BEIJING, Aug. 7, 2023 /PRNewswire/ -- WiMi Hologram Cloud Inc. (NASDAQ: WIMI) ("WiMi" or the "Company"), a leading global Hologram Augmented Reality ("AR") Technology provider, today announced that its R&D team is working on algorithms for 3D image generation based on Generative Adversarial Networks. Generative Adversarial Network (GAN) is an effective model for generating data and creating intelligence. The basic GAN model consists structurally of a Generator and a Discriminator.The initial purpose of GAN is to perform unsupervised learning based on large amounts of unlabeled data, which has the ability to generate data in various forms (image, speech, language, etc.).
The algorithm generates realistic 3D images by means of adversarial training. The 3D generation of the generative adversarial network is achieved by adversarial training of a generator and a discriminator.

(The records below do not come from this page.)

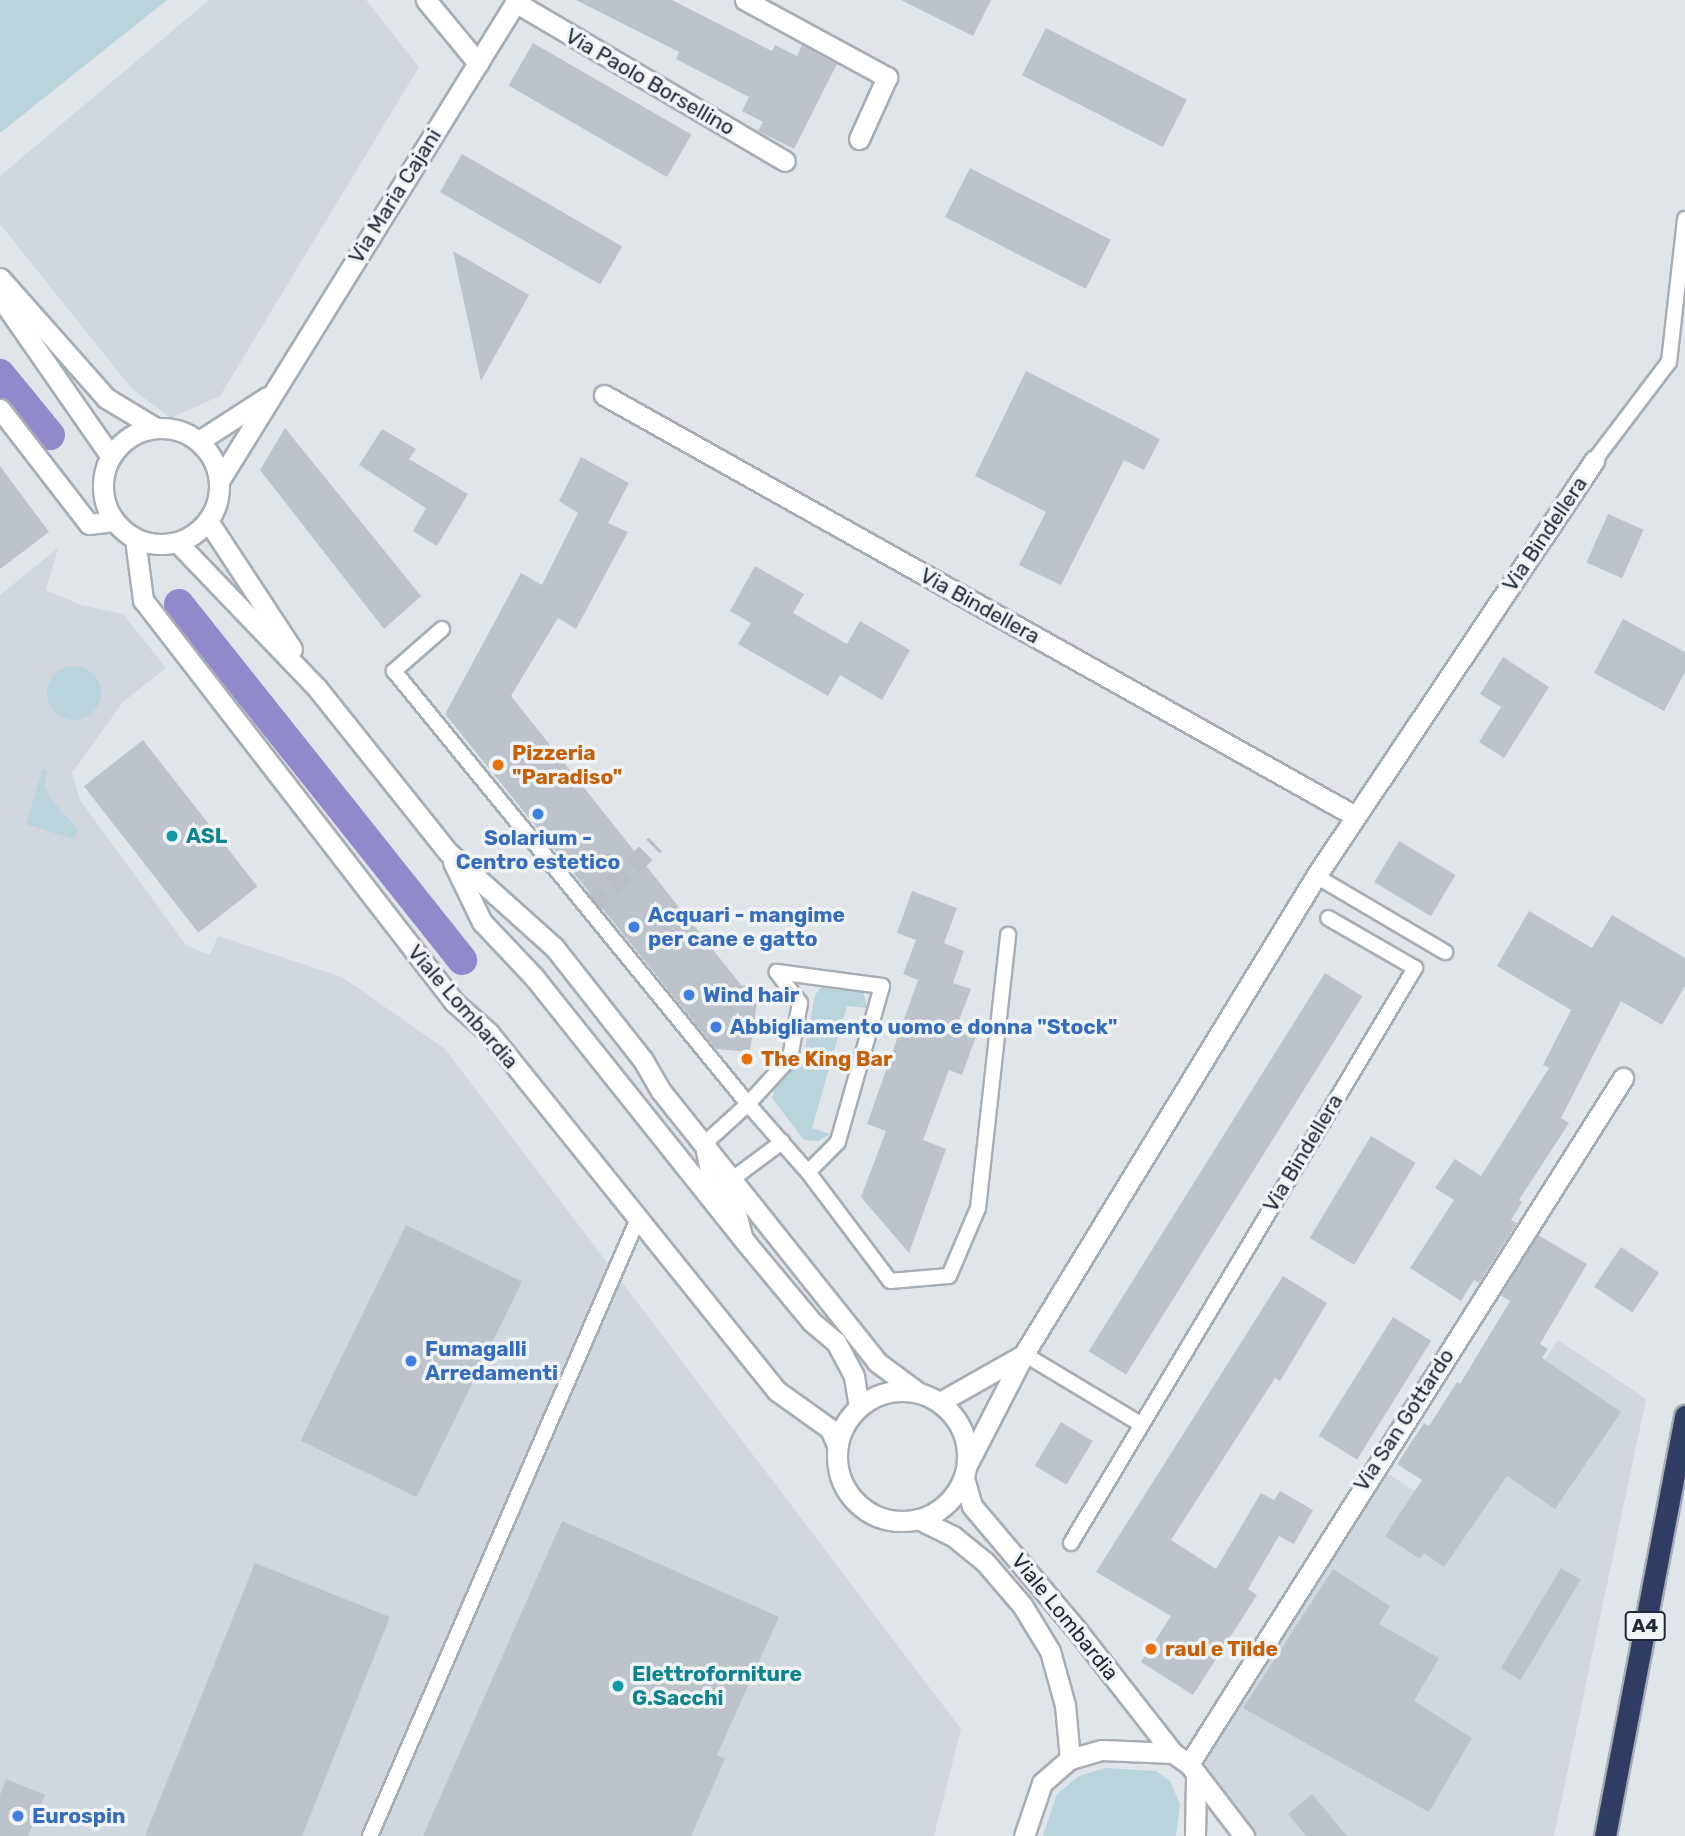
<!DOCTYPE html>
<html>
<head>
<meta charset="utf-8">
<style>
  body { margin:0 }
  #map { position:relative; width:1685px; height:1836px; overflow:hidden; background:#e0e5ea; font-family:Rubik,sans-serif }
  div>[style] { position:absolute }
  [style*='--x'] { left:calc(var(--x)*1px); top:calc(var(--y)*1px); width:calc(var(--w)*1px); rotate:calc(var(--a)*1deg) }
  .built>* { inset:0; background:#d1d7de }
  .green>* { inset:0; background:#b9d4db }
  .round { border-radius:50% }
  .canal>* { height:30px; margin:-15px; padding:0 15px; transform-origin:15px; border-radius:15px; background:#908acd }
  .building>* { inset:0; background:#bcc3cb; transform-origin:0 0 }
  .pedestrian-tunnel>* { height:19px; margin-top:-9.5px; transform-origin:0; background:repeating-linear-gradient(90deg,#babfc7 0 19px,transparent 0 29px) }
  .roads { filter:drop-shadow(2px 0 #a7adb5) drop-shadow(-2px 0 #a7adb5) drop-shadow(0 2px #a7adb5) drop-shadow(0 -2px #a7adb5) }
  .service>* { height:14px; margin:-7px; padding:0 7px; transform-origin:7px; border-radius:7px; background:#fff }
  .minor>* { height:19px; margin:-9.5px; padding:0 9.5px; transform-origin:9.5px; border-radius:9.5px; background:#fff }
  .secondary>* { height:19px; margin:-9.5px; padding:0 9.5px; transform-origin:9.5px; border-radius:9.5px; background:#fff }
  .secondary>.ring { margin:-9.5px; padding:0; box-sizing:content-box; background:none; border:19px solid #fff; border-radius:50% }
  .motorway>* { height:21px; margin:-10.5px; padding:0 10.5px; transform-origin:10.5px; border-radius:10.5px; background:#2f3d64 }
  .dots>* { width:19px; height:19px; translate:-50% -50%; box-sizing:border-box; border:4px solid #f0f4f7; border-radius:50% }
  span { translate:-50% -50%; white-space:nowrap; text-align:center; line-height:1.15; -webkit-text-stroke:7px #f0f4f7; paint-order:stroke }
  .shield-label span { padding:2px 5px; background:#f0f4f7; border:2px solid; border-radius:5px; -webkit-text-stroke-width:0 }
  .shield-label { font-size:19px; color:#212939; font-weight:700 }
  .street-label { font-size:21px; color:#212939 }
  .food-label { font-size:21px; color:#c56008; font-weight:700 }
  .left { translate:0 -50%; text-align:left }
  .culture-label { font-size:21px; color:#0d838f; font-weight:700 }
  .shop-label { font-size:21px; color:#366cbe; font-weight:700 }
</style>
</head>
<body>
<div id="map">
  <div class="built">
    <i style="clip-path:polygon(209px 0,366px 0,419px 67px,220px 396px,171px 418px,132px 389px,0 224px,0 176px)"></i>
    <i style="clip-path:polygon(58px 548px,46px 590px,81px 605px,123px 614px,166px 668px,123px 702px,72px 773px,80px 800px,186px 945px,210px 955px,218px 936px,342px 977px,445px 1049px,961px 1729px,934px 1836px,0 1836px,0 595px)"></i>
    <i style="clip-path:polygon(1558px 1340px,1646px 1399px,1554px 1836px,1247px 1836px,1196px 1763px,1384px 1471px,1445px 1511px)"></i>
  </div>
  <div class="green">
    <i style="clip-path:polygon(0 0,167px 0,0 133px)"></i>
    <i class="round" style="left:47px;top:666px;width:54px;height:54px"></i>
    <i style="clip-path:polygon(43px 769px,47px 770px,45px 785px,50px 798px,79px 831px,72px 839px,26px 824px)"></i>
    <i style="clip-path:polygon(823px 985px,863px 991px,867px 1008px,847px 1006px,812px 1128px,830px 1134px,818px 1141px,804px 1140px,772px 1098px,777px 1081px,803px 1061px,815px 995px)"></i>
    <i style="clip-path:polygon(1105px 1768px,1156px 1771px,1170px 1781px,1180px 1804px,1176px 1836px,1043px 1836px,1057px 1794px,1079px 1776px)"></i>
  </div>
  <div class="canal">
    <i style="--x:0;--y:374;--w:79;--a:50.7"></i>
    <i style="--x:179;--y:604;--w:455;--a:51.5"></i>
  </div>
  <div class="building">
    <i style="clip-path:polygon(576px 0,672px 0,772px 51px,775px 45px,797px 56px,802px 45px,837px 64px,794px 149px,758px 131px,763px 122px,742px 111px,749px 97px,676px 59px,679px 52px)"></i>
    <i style="clip-path:polygon(901px 0,991px 0,973px 36px)"></i>
    <i style="left:1046px;top:28px;width:158px;height:53px;rotate:27deg"></i>
    <i style="left:533px;top:43px;width:183px;height:49px;rotate:30deg"></i>
    <i style="left:462px;top:154px;width:185px;height:44px;rotate:30deg"></i>
    <i style="left:970px;top:168px;width:158px;height:55px;rotate:27deg"></i>
    <i style="clip-path:polygon(453px 251px,529px 295px,481px 381px)"></i>
    <i style="clip-path:polygon(1026px 371px,1160px 439px,1144px 470px,1124px 460px,1061px 585px,1019px 565px,1046px 512px,975px 476px)"></i>
    <i style="clip-path:polygon(285px 428px,421px 596px,384px 629px,260px 470px)"></i>
    <i style="clip-path:polygon(382px 429px,416px 449px,409px 459px,468px 494px,437px 546px,413px 531px,426px 508px,359px 465px)"></i>
    <i style="clip-path:polygon(581px 457px,629px 483px,608px 523px,628px 532px,576px 629px,558px 618px,511px 696px,741px 985px,759px 988px,750px 1052px,716px 1049px,445px 714px,521px 573px,542px 585px,578px 513px,559px 501px)"></i>
    <i style="clip-path:polygon(0 466px,49px 532px,0 569px)"></i>
    <i style="left:1608px;top:514px;width:39px;height:53px;rotate:24deg"></i>
    <i style="clip-path:polygon(755px 566px,804px 594px,793px 613px,847px 644px,860px 621px,910px 650px,882px 700px,840px 675px,828px 696px,738px 644px,751px 623px,730px 611px)"></i>
    <i style="clip-path:polygon(1623px 619px,1685px 652px,1685px 672px,1664px 711px,1594px 673px)"></i>
    <i style="clip-path:polygon(1503px 657px,1549px 687px,1504px 758px,1479px 742px,1501px 707px,1480px 694px)"></i>
    <i style="left:143px;top:740px;width:186px;height:75px;rotate:52deg"></i>
    <i style="left:1399px;top:841px;width:66px;height:48px;rotate:31deg"></i>
    <i style="clip-path:polygon(912px 891px,957px 908px,944px 943px,964px 951px,953px 983px,971px 989px,958px 1023px,978px 1031px,962px 1075px,949px 1070px,923px 1140px,946px 1149px,909px 1253px,861px 1197px,886px 1131px,867px 1124px,918px 980px,903px 974px,916px 940px,897px 933px)"></i>
    <i style="clip-path:polygon(1529px 911px,1592px 948px,1612px 915px,1685px 958px,1685px 986px,1662px 1025px,1621px 1001px,1561px 1118px,1569px 1123px,1519px 1200px,1522px 1202px,1511px 1220px,1517px 1223px,1479px 1283px,1474px 1280px,1461px 1301px,1410px 1268px,1454px 1200px,1435px 1188px,1455px 1159px,1481px 1176px,1549px 1068px,1543px 1065px,1571px 1010px,1497px 966px)"></i>
    <i style="left:1325px;top:973px;width:44px;height:446px;rotate:32deg"></i>
    <i style="left:1371px;top:1136px;width:52px;height:119px;rotate:31deg"></i>
    <i style="left:406px;top:1225px;width:129px;height:240px;rotate:26deg"></i>
    <i style="clip-path:polygon(1538px 1235px,1587px 1264px,1540px 1344px,1548px 1349px,1542px 1358px,1621px 1412px,1555px 1509px,1507px 1476px,1444px 1567px,1424px 1553px,1420px 1559px,1385px 1536px,1422px 1480px,1397px 1464px,1424px 1423px,1429px 1426px,1457px 1382px,1460px 1384px,1510px 1301px,1500px 1295px)"></i>
    <i style="left:1621px;top:1247px;width:46px;height:48px;rotate:34deg"></i>
    <i style="clip-path:polygon(1283px 1276px,1327px 1303px,1280px 1381px,1275px 1378px,1171px 1540px,1216px 1569px,1261px 1493px,1274px 1500px,1280px 1491px,1313px 1510px,1294px 1544px,1279px 1536px,1248px 1589px,1257px 1595px,1193px 1695px,1141px 1662px,1171px 1616px,1096px 1572px)"></i>
    <i style="left:1393px;top:1317px;width:45px;height:140px;rotate:32deg"></i>
    <i style="left:1061px;top:1422px;width:37px;height:51px;rotate:31deg"></i>
    <i style="clip-path:polygon(562px 1521px,779px 1617px,717px 1755px,725px 1759px,691px 1836px,423px 1836px)"></i>
    <i style="clip-path:polygon(255px 1563px,390px 1617px,302px 1836px,145px 1836px)"></i>
    <i style="left:1561px;top:1568px;width:23px;height:117px;rotate:31deg"></i>
    <i style="clip-path:polygon(1333px 1569px,1390px 1606px,1379px 1624px,1439px 1658px,1414px 1701px,1472px 1738px,1429px 1812px,1243px 1708px)"></i>
    <i style="clip-path:polygon(6px 1779px,45px 1795px,28px 1836px,0 1836px,0 1795px)"></i>
    <i style="clip-path:polygon(1312px 1794px,1347px 1836px,1306px 1836px,1288px 1814px)"></i>
  </div>
  <div class="pedestrian-tunnel">
    <i style="--x:590;--y:906;--w:90;--a:-43.6"></i>
  </div>
  <div class="roads">
    <div class="service">
      <i style="--x:1594;--y:461;--w:124;--a:-52.9"></i>
      <i style="--x:1669;--y:362;--w:144;--a:-83.6"></i>
      <i style="--x:442;--y:629;--w:64;--a:138.8"></i>
      <i style="--x:394;--y:671;--w:559;--a:50.73"></i>
      <i style="--x:748;--y:1104;--w:62;--a:-47.6"></i>
      <i style="--x:790;--y:1058;--w:56;--a:-79.7"></i>
      <i style="--x:800;--y:1003;--w:39;--a:-127"></i>
      <i style="--x:777;--y:972;--w:106;--a:7.6"></i>
      <i style="--x:882;--y:986;--w:162;--a:105.8"></i>
      <i style="--x:838;--y:1142;--w:42;--a:135"></i>
      <i style="--x:1316;--y:876;--w:150;--a:30.5"></i>
      <i style="--x:731;--y:1180;--w:64;--a:-36.7"></i>
      <i style="--x:745;--y:1236;--w:30;--a:-105"></i>
      <i style="--x:737;--y:1207;--w:41;--a:-133"></i>
      <i style="--x:709;--y:1177;--w:33;--a:-101"></i>
      <i style="--x:703;--y:1145;--w:61;--a:-42.3"></i>
      <i style="--x:748;--y:1104;--w:91;--a:48.6"></i>
      <i style="--x:808;--y:1172;--w:136;--a:53"></i>
      <i style="--x:890;--y:1281;--w:59;--a:-4.8"></i>
      <i style="--x:949;--y:1276;--w:74;--a:-66.9"></i>
      <i style="--x:978;--y:1208;--w:275;--a:-83.7"></i>
      <i style="--x:1024;--y:1354;--w:134;--a:31"></i>
      <i style="--x:1071;--y:1543;--w:670;--a:-59.11"></i>
      <i style="--x:1415;--y:968;--w:100;--a:-150.1"></i>
      <i style="--x:370;--y:1836;--w:670;--a:-66.53"></i>
    </div>
    <div class="minor">
      <i style="--x:426;--y:0;--w:82;--a:50.5"></i>
      <i style="--x:745;--y:0;--w:162;--a:28.5"></i>
      <i style="--x:887;--y:77;--w:68;--a:114.3"></i>
      <i style="--x:515;--y:2;--w:313;--a:30.5"></i>
      <i style="--x:604;--y:395;--w:861;--a:29.27"></i>
      <i style="--x:0;--y:409;--w:145;--a:52.3"></i>
      <i style="--x:89;--y:524;--w:25;--a:-7"></i>
      <i style="--x:199;--y:441;--w:81;--a:-32.9"></i>
      <i style="--x:219;--y:481;--w:566;--a:-58.22"></i>
      <i style="--x:135;--y:539;--w:62;--a:82.5"></i>
      <i style="--x:143;--y:600;--w:508;--a:52.27"></i>
      <i style="--x:454;--y:1002;--w:47;--a:41.5"></i>
      <i style="--x:489;--y:1033;--w:459;--a:51.2"></i>
      <i style="--x:777;--y:1391;--w:65;--a:35.6"></i>
      <i style="--x:830;--y:1429;--w:17;--a:66"></i>
      <i style="--x:940;--y:1402;--w:95;--a:-29.5"></i>
      <i style="--x:967;--y:1465;--w:125;--a:-62.8"></i>
      <i style="--x:1024;--y:1354;--w:560;--a:-58.58"></i>
      <i style="--x:1316;--y:876;--w:500;--a:-56.2"></i>
      <i style="--x:1189;--y:1764;--w:812;--a:-57.68"></i>
    </div>
    <div class="secondary">
      <i style="--x:0;--y:278;--w:160;--a:48.5"></i>
      <i style="--x:106;--y:398;--w:56;--a:31.1"></i>
      <i style="--x:0;--y:297;--w:193;--a:55.2"></i>
      <i class="ring" style="left:103px;top:428px;width:97px;height:97px"></i>
      <i style="--x:208;--y:521;--w:153;--a:56.7"></i>
      <i style="--x:177;--y:542;--w:202;--a:46.2"></i>
      <i style="--x:317;--y:688;--w:210;--a:51.4"></i>
      <i style="--x:448;--y:852;--w:142;--a:41.9"></i>
      <i style="--x:554;--y:947;--w:144;--a:51.8"></i>
      <i style="--x:643;--y:1060;--w:36;--a:60"></i>
      <i style="--x:661;--y:1091;--w:347;--a:51.4"></i>
      <i style="--x:877;--y:1362;--w:49;--a:36.6"></i>
      <i style="--x:453;--y:862;--w:67;--a:64.2"></i>
      <i style="--x:482;--y:922;--w:76;--a:46.6"></i>
      <i style="--x:534;--y:977;--w:342;--a:51.4"></i>
      <i style="--x:747;--y:1244;--w:102;--a:50.2"></i>
      <i style="--x:812;--y:1322;--w:31;--a:40"></i>
      <i style="--x:836;--y:1342;--w:38;--a:62"></i>
      <i style="--x:854;--y:1376;--w:30;--a:81"></i>
      <i class="ring" style="left:837px;top:1391px;width:111px;height:111px"></i>
      <i style="--x:964;--y:1478;--w:29;--a:74"></i>
      <i style="--x:972;--y:1506;--w:161;--a:49.8"></i>
      <i style="--x:1076;--y:1629;--w:157;--a:52"></i>
      <i style="--x:1173;--y:1753;--w:19;--a:35"></i>
      <i style="--x:1189;--y:1764;--w:91;--a:52.6"></i>
      <i style="--x:918;--y:1519;--w:39;--a:26"></i>
      <i style="--x:953;--y:1536;--w:41;--a:39.1"></i>
      <i style="--x:985;--y:1562;--w:57;--a:49.3"></i>
      <i style="--x:1022;--y:1605;--w:54;--a:58.7"></i>
      <i style="--x:1050;--y:1651;--w:56;--a:74.5"></i>
      <i style="--x:1065;--y:1705;--w:54;--a:84.7"></i>
      <i style="--x:1024;--y:1836;--w:56;--a:-71.2"></i>
      <i style="--x:1042;--y:1783;--w:37;--a:-41"></i>
      <i style="--x:1070;--y:1759;--w:33;--a:-16"></i>
      <i style="--x:1102;--y:1750;--w:71;--a:2.4"></i>
      <i style="--x:1195;--y:1836;--w:58;--a:-89"></i>
    </div>
    <div class="motorway">
      <i style="--x:1605;--y:1836;--w:428;--a:-79.2"></i>
    </div>
  </div>
  <div class="dots">
    <i style="left:498px;top:765px;background:#e8710a"></i>
    <i style="left:538px;top:814px;background:#3f7fe0"></i>
    <i style="left:172px;top:836px;background:#0f9aa8"></i>
    <i style="left:634px;top:927px;background:#3f7fe0"></i>
    <i style="left:689px;top:995px;background:#3f7fe0"></i>
    <i style="left:716px;top:1027px;background:#3f7fe0"></i>
    <i style="left:747px;top:1059px;background:#e8710a"></i>
    <i style="left:411px;top:1361px;background:#3f7fe0"></i>
    <i style="left:1151px;top:1649px;background:#e8710a"></i>
    <i style="left:618px;top:1686px;background:#0f9aa8"></i>
    <i style="left:18px;top:1816px;background:#3f7fe0"></i>
  </div>
  <div class="shield-label">
    <span style="left:1645px;top:1626px">A4</span>
  </div>
  <div class="street-label">
    <span style="left:650px;top:82px;rotate:30deg">Via Paolo Borsellino</span>
    <span style="left:395px;top:196px;rotate:-58deg">Via Maria Cajani</span>
    <span style="left:1545px;top:534px;rotate:-56deg">Via Bindellera</span>
    <span style="left:980px;top:606px;rotate:29deg">Via Bindellera</span>
    <span style="left:463px;top:1007px;rotate:49deg">Viale Lombardia</span>
    <span style="left:1303px;top:1153px;rotate:-59deg">Via Bindellera</span>
    <span style="left:1404px;top:1420px;rotate:-57deg">Via San Gottardo</span>
    <span style="left:1065px;top:1617px;rotate:51deg">Viale Lombardia</span>
  </div>
  <div class="food-label">
    <span class="left" style="left:512px;top:765px">Pizzeria<br>"Paradiso"</span>
    <span class="left" style="left:761px;top:1059px">The King Bar</span>
    <span class="left" style="left:1165px;top:1649px">raul e Tilde</span>
  </div>
  <div class="culture-label">
    <span class="left" style="left:186px;top:836px">ASL</span>
    <span class="left" style="left:632px;top:1686px">Elettroforniture<br>G.Sacchi</span>
  </div>
  <div class="shop-label">
    <span style="left:538px;top:850px">Solarium -<br>Centro estetico</span>
    <span class="left" style="left:648px;top:927px">Acquari - mangime<br>per cane e gatto</span>
    <span class="left" style="left:703px;top:995px">Wind hair</span>
    <span class="left" style="left:730px;top:1027px">Abbigliamento uomo e donna "Stock"</span>
    <span class="left" style="left:425px;top:1361px">Fumagalli<br>Arredamenti</span>
    <span class="left" style="left:32px;top:1816px">Eurospin</span>
  </div>
</div>
</body>
</html>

The generator is responsible for generating realistic 3D models, while the discriminator is responsible for determining whether the 3D models generated by the generator are realistic or not. During the training process, the generator keeps generating 3D models and the discriminator keeps judging their realism until the 3D models generated by the generator cannot be distinguished by the discriminator, at which time the training of the generator is completed. The generator can generate different 3D models, thus realizing the diversity of 3D models.
The steps of 3D image generation for GAN mainly include:
Data preparation: prepare the 3D model dataset for training, which can be a real 3D model or a virtual 3D model.
Structure design: design the network structure of the generator and discriminator. The generator is responsible for generating realistic 3D models, and the discriminator is responsible for judging whether the 3D models generated by the generator are realistic or not.
Training the model: the generator and the discriminator are trained using the prepared dataset. In training, the generator keeps generating 3D models and the discriminator keeps judging their authenticity until the 3D models generated by the generator cannot be distinguished by the discriminator, at which point the training of the generator is completed.
Optimize the model: Use optimization algorithms to optimize the generated 3D model to make it more lifelike and realistic.
With the continuous "evolution" of the "generative adversarial network" technology, it has been expanded from the traditional computer vision to other directions, in the confrontation samples, data augmentation, migration learning and creation of intelligence, etc. have shown great potential, and has become a new trend of deep learning and artificial intelligence technology.
WiMi's 3D image generation algorithm based on generative adversarial networks has a wide range of applications and can provide important technical support for game development, virtual reality, architectural design and other fields. In game development, adversarial networks can be used to generate realistic 3D character models, scene models, etc., to enhance the realism and playability of the game. In virtual reality, the GAN can be used to generate realistic 3D scene models to enhance the immersion of virtual reality. In architectural design, it can be used to generate realistic 3D building models to help designers carry out architectural design and planning.
About WIMI Hologram Cloud
WIMI Hologram Cloud, Inc. (NASDAQ:WIMI) is a holographic cloud comprehensive technical solution provider that focuses on professional areas including holographic AR automotive HUD software, 3D holographic pulse LiDAR, head-mounted light field holographic equipment, holographic semiconductor, holographic cloud software, holographic car navigation and others. Its services and holographic AR technologies include holographic AR automotive application, 3D holographic pulse LiDAR technology, holographic vision semiconductor technology, holographic software development, holographic AR advertising technology, holographic AR entertainment technology, holographic ARSDK payment, interactive holographic communication and other holographic AR technologies.
Safe Harbor Statements
This press release contains "forward-looking statements" within the Private Securities Litigation Reform Act of 1995. These forward-looking statements can be identified by terminology such as "will," "expects," "anticipates," "future," "intends," "plans," "believes," "estimates," and similar statements. Statements that are not historical facts, including statements about the Company's beliefs and expectations, are forward-looking statements. Among other things, the business outlook and quotations from management in this press release and the Company's strategic and operational plans contain forward−looking statements. The Company may also make written or oral forward−looking statements in its periodic reports to the US Securities and Exchange Commission ("SEC") on Forms 20−F and 6−K, in its annual report to shareholders, in press releases, and other written materials, and in oral statements made by its officers, directors or employees to third parties. Forward-looking statements involve inherent risks and uncertainties. Several factors could cause actual results to differ materially from those contained in any forward−looking statement, including but not limited to the following: the Company's goals and strategies; the Company's future business development, financial condition, and results of operations; the expected growth of the AR holographic industry; and the Company's expectations regarding demand for and market acceptance of its products and services.
Further information regarding these and other risks is included in the Company's annual report on Form 20-F and the current report on Form 6-K and other documents filed with the SEC. All information provided in this press release is as of the date of this press release. The Company does not undertake any obligation to update any forward-looking statement except as required under applicable laws.